Certain isometry overfinite ring is product of isometries over each local factor

Here is how you can write the argument:

You'll need to use the following that the question mentions:

You have $R = R_1 \times \cdots \times R_m$ as the decomposition of $R$ into finite local rings $R_i$.
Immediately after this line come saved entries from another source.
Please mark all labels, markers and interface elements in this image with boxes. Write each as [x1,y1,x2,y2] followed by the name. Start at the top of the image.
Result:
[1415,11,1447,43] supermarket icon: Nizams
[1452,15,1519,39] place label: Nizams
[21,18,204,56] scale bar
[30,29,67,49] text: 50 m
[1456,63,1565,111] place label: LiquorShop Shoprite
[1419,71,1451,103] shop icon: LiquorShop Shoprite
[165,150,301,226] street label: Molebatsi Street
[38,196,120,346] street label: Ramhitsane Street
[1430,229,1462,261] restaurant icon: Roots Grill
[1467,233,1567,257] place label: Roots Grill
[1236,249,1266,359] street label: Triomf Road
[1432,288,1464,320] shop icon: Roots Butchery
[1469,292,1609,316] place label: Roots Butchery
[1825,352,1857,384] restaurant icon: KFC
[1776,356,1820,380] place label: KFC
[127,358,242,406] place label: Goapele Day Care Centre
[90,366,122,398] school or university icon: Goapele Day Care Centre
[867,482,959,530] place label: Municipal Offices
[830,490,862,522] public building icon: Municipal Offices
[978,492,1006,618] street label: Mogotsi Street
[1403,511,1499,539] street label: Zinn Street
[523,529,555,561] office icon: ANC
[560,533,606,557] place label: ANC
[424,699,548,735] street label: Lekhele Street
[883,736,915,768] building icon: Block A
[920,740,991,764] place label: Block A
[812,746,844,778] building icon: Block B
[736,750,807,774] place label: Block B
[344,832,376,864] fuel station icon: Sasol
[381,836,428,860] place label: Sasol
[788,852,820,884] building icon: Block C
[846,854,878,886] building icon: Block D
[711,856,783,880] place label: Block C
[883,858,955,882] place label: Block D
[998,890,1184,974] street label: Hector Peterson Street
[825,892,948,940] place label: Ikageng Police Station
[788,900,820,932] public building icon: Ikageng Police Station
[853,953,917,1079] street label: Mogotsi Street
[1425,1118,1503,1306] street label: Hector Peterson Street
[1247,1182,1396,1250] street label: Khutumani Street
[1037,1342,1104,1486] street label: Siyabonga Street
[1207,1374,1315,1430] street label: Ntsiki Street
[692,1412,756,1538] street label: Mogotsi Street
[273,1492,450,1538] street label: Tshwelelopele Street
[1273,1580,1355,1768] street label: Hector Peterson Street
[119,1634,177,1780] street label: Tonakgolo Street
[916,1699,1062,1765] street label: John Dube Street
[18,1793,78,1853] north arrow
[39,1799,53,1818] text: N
Given a matrix $A \in \operatorname{Mat}_{m \times n}(R)$, as you mentioned, you can write $A = (A_1, \ldots, A_m)$ where $A_i \in \operatorname{Mat}_{m \times n}(R_i)$.

You also have $\phi: \operatorname{Mat}_{m \times n}(R) \to \operatorname{Mat}_{m \times n}(R)$ as a linear map such that:

$\operatorname{length}_R(\operatorname{rowsp}(\phi(A))) = \operatorname{length}_R(\operatorname{rowsp}(A))$ for every matrix $A$.


Now, to show that $\phi$ decomposes into $\phi_1 \times \cdots \times \phi_m$, where each $\phi_i:\operatorname{Mat}_{m \times n}(R_i) \to \operatorname{Mat}_{m \times n}(R_i)$ preserves the length of the rowspace as an $R_i$-module.

You'll need to consider the projections $\pi_i: R \to R_i$. These projections extend to matrices, giving $\pi_i:\operatorname{Mat}_{m \times n}(R) \to \operatorname{Mat}_{m \times n}(R_i)$.

Defining $\phi_i$ for each $i$ by:

$\phi_i(A_i) = \pi_i(\phi(A)) \quad \text{for } A = (A_1, \ldots, A_m).$

This $\phi_i$ is a well-defined map from $\operatorname{Mat}_{m \times n}(R_i)$ to itself.

You need to check that $\phi_i$ preserves the length of the rowspace as an $R_i$-module.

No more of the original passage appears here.